§ **AIM OF THE EXERCISE**: Print every line from the start of the data, and when you reach the line with "c.rotate((+turn || 0) * Math.PI / 180);", include it and stop. Pictures are not part of the copy.

§ **Stored data entries**:
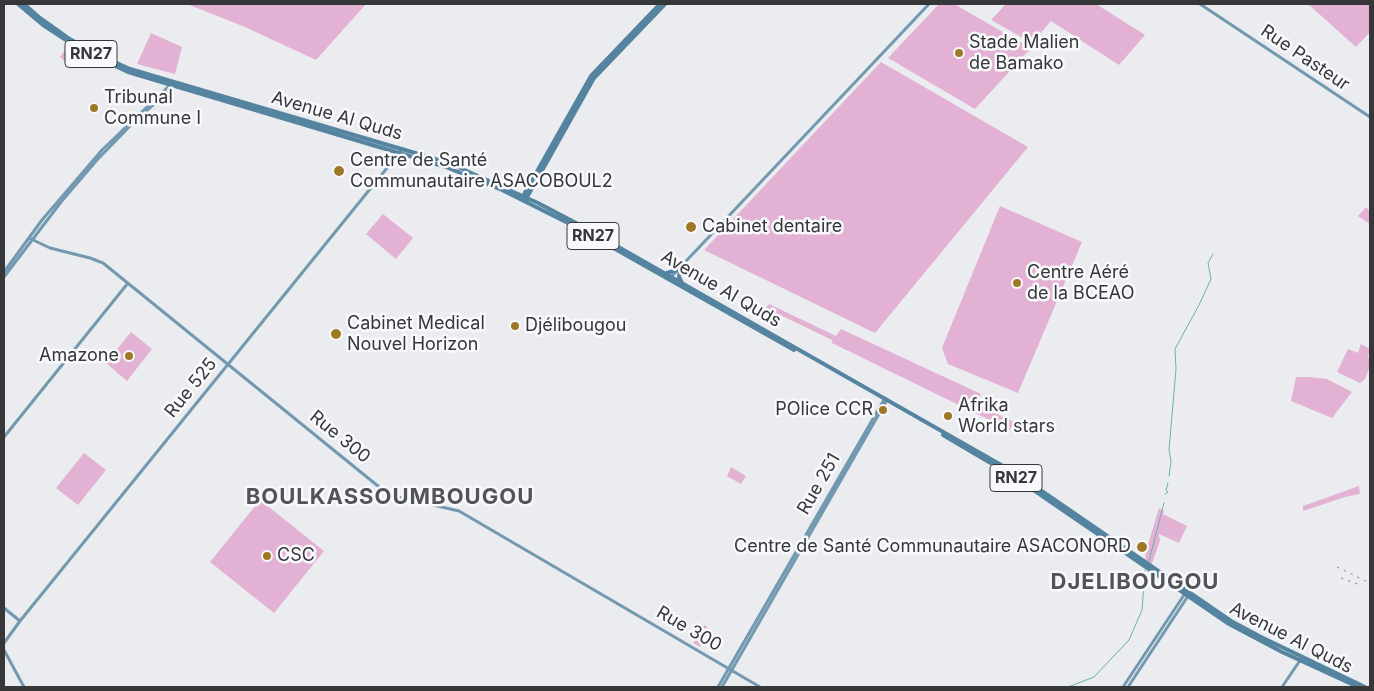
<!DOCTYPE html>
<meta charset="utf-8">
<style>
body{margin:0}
#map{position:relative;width:1374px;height:691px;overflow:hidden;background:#ebecef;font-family:Inter,sans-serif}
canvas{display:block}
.frame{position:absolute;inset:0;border:5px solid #363738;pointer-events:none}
</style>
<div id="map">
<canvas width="1374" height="691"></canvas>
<div class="frame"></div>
</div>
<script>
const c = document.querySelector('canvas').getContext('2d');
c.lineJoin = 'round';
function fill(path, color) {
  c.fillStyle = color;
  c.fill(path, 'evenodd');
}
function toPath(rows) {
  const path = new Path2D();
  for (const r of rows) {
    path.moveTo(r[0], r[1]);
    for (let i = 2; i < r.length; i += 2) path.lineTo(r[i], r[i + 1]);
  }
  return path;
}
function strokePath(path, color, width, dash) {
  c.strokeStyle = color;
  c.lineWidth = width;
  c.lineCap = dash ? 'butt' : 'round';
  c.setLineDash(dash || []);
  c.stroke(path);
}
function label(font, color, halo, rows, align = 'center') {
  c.font = font + ' Inter,sans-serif';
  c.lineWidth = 5;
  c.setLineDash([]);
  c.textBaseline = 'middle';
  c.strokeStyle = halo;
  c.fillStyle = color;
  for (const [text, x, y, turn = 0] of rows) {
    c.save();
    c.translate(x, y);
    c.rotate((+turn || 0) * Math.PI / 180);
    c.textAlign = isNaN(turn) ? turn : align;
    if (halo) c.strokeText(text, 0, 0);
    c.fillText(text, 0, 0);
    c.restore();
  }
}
const green = toPath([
 [187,4,366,4,316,60,245,27],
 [939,4,954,4,1031,48,975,109,888,58],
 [1006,4,1096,4,1145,35,1119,65,1051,21,1032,43,991,20],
 [1308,4,1370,4,1370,32,1356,47],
 [151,33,182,47,175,74,137,64],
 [65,50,74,58,69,65,60,57],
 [881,62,1028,147,875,333,704,250],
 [1000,206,1082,242,1018,393,948,364,942,348],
 [1366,207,1370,211,1370,224,1358,216],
 [383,214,413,238,396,259,366,234],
 [769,304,836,336,841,329,981,394,976,404,1014,422,1010,430,832,343,832,340,766,308],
 [131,332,152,349,127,381,106,363],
 [1361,344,1370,349,1368,358,1370,359,1370,366,1365,379,1360,383,1337,372,1348,349,1358,353],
 [1296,377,1308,377,1327,379,1352,392,1332,418,1291,401],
 [84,453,106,470,78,505,56,488],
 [731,467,746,476,741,484,727,476],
 [1359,486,1360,494,1345,497,1303,511,1303,506],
 [260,500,324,551,274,613,210,562],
 [1159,508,1164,511,1163,514,1187,526,1179,543,1159,534,1160,541,1151,566,1145,561,1146,551],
 [704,625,710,629,700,647,693,643]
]);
const stream = toPath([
 [1169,476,1171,461,1169,450,1176,369,1175,349,1199,305,1211,279,1208,263,1213,254],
 [1165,494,1168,492,1166,490,1168,483],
 [1149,561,1164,503],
 [4,686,4,687],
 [1068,687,1094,677,1129,640,1142,610,1145,570]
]);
const secondary = toPath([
 [1200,4,1370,117],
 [29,238,50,248,90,258,103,263,389,495,459,511,760,687],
 [4,272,42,220,102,150,171,84],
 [4,277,61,202,97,160,129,127,174,86],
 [671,277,929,4],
 [4,437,128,283],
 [4,608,20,621],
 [4,643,20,621,400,152,401,149],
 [4,650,24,687],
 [718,687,885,398],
 [722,687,887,400],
 [1123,687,1186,592],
 [1128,687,1188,596],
 [1282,687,1301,659]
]);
const primary = toPath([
 [18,4,43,25,66,40,92,55,128,72,446,167,502,190,578,228,794,350],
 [24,4,40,18,68,38,99,55,130,69,449,163,538,203,578,224,1017,474,1231,621,1261,637,1365,687],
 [522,198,591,76,660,4],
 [526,199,594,78,665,4],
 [667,273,680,269,679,277,682,283],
 [943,435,1016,478,1229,624,1282,652,1358,687]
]);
const rail = toPath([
 [1337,567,1370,583],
 [1341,578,1360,585]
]);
const markers = [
 [959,53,5,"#9e7825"],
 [94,108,5,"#9e7825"],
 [339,171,6,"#9e7825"],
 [691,227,6,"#9e7825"],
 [1017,283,5,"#9e7825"],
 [515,326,5,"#9e7825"],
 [336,334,6,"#9e7825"],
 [129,356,5,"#9e7825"],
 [883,410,5,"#9e7825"],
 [948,416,5,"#9e7825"],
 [1142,547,6,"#9e7825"],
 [267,556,5,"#9e7825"]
];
const shields = [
 [91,54,52],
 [593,236,52],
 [1016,478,52]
];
const shieldNames = [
 ["RN27",91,54],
 ["RN27",593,236],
 ["RN27",1016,478]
];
const poiNames = [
 ["Stade Malien",969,43],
 ["de Bamako",969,64],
 ["Tribunal",104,98],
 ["Commune I",104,119],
 ["Centre de Santé",350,161],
 ["Communautaire ASACOBOUL2",350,182],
 ["Cabinet dentaire",702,227],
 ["Centre Aéré",1027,273],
 ["de la BCEAO",1027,294],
 ["Cabinet Medical",347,324],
 ["Nouvel Horizon",347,345],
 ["Djélibougou",525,326],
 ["Amazone",119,356,"right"],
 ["Afrika",958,406],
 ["World stars",958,427],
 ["POlice CCR",873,410,"right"],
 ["Centre de Santé Communautaire ASACONORD",1131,547,"right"],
 ["CSC",277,556]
];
const streetNames = [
 ["Rue Pasteur",1305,58,34],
 ["Avenue Al Quds",337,116,16],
 ["Avenue Al Quds",721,289,30],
 ["Rue 525",191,388,-51],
 ["Rue 300",340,437,39],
 ["Rue 251",819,484,-60],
 ["Rue 300",689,629,30],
 ["Avenue Al Quds",1291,638,27]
];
const districtNames = [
 ["BOULKASSOUMBOUGOU",390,497],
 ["DJELIBOUGOU",1135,582]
];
fill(green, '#e3b1d3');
strokePath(stream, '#62b2b6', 1);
strokePath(secondary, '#7299af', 3);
strokePath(primary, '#5484a0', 4);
strokePath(rail, '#8b8c8e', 1, [2.5, 5]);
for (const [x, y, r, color] of markers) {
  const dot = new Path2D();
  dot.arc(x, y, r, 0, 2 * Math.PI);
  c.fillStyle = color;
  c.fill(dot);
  strokePath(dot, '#f8f9fc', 2);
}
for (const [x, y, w] of shields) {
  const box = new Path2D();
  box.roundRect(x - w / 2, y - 13.5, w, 27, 4);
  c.fillStyle = '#f8f9fc';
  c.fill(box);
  strokePath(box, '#363738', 1);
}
label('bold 16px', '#363738', null, shieldNames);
label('18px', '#363738', '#f8f9fc', poiNames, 'left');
label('18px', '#363738', '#f8f9fc', streetNames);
c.letterSpacing = '1px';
label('bold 22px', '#535457', '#f8f9fc', districtNames);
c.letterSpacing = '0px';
</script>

§ **TASK SOLUTION**:
<!DOCTYPE html>
<meta charset="utf-8">
<style>
body{margin:0}
#map{position:relative;width:1374px;height:691px;overflow:hidden;background:#ebecef;font-family:Inter,sans-serif}
canvas{display:block}
.frame{position:absolute;inset:0;border:5px solid #363738;pointer-events:none}
</style>
<div id="map">
<canvas width="1374" height="691"></canvas>
<div class="frame"></div>
</div>
<script>
const c = document.querySelector('canvas').getContext('2d');
c.lineJoin = 'round';
function fill(path, color) {
  c.fillStyle = color;
  c.fill(path, 'evenodd');
}
function toPath(rows) {
  const path = new Path2D();
  for (const r of rows) {
    path.moveTo(r[0], r[1]);
    for (let i = 2; i < r.length; i += 2) path.lineTo(r[i], r[i + 1]);
  }
  return path;
}
function strokePath(path, color, width, dash) {
  c.strokeStyle = color;
  c.lineWidth = width;
  c.lineCap = dash ? 'butt' : 'round';
  c.setLineDash(dash || []);
  c.stroke(path);
}
function label(font, color, halo, rows, align = 'center') {
  c.font = font + ' Inter,sans-serif';
  c.lineWidth = 5;
  c.setLineDash([]);
  c.textBaseline = 'middle';
  c.strokeStyle = halo;
  c.fillStyle = color;
  for (const [text, x, y, turn = 0] of rows) {
    c.save();
    c.translate(x, y);
    c.rotate((+turn || 0) * Math.PI / 180);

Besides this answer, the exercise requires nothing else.